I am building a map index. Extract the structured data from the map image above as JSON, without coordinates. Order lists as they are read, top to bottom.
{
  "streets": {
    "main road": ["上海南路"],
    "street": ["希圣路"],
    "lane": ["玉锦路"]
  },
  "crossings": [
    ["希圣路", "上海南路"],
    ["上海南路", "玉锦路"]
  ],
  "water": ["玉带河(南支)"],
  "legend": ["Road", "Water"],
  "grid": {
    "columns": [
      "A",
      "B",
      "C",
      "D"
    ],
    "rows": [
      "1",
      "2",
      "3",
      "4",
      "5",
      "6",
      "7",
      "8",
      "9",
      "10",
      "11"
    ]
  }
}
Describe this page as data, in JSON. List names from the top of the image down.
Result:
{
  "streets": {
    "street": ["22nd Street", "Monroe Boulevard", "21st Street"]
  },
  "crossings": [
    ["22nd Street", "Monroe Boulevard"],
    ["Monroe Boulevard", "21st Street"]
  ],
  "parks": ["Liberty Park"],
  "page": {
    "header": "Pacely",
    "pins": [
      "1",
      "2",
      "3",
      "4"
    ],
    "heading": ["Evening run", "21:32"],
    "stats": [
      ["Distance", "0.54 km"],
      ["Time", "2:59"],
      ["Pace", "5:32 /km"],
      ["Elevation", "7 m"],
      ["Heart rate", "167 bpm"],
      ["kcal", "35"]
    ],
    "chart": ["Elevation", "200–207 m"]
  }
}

◇ ◇ ◇ ◇ ◇

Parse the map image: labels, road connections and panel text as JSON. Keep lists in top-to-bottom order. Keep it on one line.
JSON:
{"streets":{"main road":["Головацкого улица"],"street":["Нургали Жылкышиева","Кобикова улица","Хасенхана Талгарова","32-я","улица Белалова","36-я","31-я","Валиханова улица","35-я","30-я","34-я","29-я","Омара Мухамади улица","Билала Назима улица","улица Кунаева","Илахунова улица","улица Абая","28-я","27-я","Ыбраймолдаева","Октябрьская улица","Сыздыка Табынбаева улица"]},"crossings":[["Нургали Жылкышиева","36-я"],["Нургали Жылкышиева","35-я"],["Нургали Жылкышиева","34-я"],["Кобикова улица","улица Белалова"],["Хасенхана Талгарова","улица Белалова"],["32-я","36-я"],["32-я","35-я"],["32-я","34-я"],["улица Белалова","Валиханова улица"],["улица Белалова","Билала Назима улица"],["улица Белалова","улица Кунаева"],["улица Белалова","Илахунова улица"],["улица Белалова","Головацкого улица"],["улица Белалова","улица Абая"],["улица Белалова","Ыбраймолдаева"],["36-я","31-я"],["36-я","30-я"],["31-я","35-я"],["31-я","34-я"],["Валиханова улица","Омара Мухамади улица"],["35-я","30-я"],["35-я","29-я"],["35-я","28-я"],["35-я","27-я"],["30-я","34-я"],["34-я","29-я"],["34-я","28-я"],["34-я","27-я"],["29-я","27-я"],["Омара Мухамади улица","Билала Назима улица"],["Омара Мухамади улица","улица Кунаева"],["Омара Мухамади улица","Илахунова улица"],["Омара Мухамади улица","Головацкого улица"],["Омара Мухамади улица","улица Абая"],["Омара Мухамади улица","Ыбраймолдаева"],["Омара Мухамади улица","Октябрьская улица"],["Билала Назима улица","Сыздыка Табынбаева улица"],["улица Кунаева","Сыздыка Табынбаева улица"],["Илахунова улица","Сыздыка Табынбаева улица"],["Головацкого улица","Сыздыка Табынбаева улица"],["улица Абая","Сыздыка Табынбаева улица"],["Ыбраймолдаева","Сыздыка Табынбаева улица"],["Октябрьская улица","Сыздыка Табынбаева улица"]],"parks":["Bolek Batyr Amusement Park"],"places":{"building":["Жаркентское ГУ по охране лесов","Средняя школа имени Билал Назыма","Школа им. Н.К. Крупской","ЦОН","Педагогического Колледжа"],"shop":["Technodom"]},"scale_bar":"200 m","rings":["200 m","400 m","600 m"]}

◇ ◇ ◇ ◇ ◇

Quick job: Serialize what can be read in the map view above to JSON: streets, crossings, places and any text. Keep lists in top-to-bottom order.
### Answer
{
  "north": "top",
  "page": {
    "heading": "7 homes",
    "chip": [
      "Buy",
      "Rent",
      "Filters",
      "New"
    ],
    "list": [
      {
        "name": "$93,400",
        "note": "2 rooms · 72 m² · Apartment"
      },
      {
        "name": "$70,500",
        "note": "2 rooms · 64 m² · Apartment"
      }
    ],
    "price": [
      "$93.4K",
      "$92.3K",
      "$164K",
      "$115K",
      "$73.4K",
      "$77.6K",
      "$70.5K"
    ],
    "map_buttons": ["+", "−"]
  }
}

◇ ◇ ◇ ◇ ◇

WORK TO COMPLETE ->
List all lines in the material containing the string "Keep".

TASK RESULT ->
Parse the map image: labels, road connections and panel text as JSON. Keep lists in top-to-bottom order. Keep it on one line.
Quick job: Serialize what can be read in the map view above to JSON: streets, crossings, places and any text. Keep lists in top-to-bottom order.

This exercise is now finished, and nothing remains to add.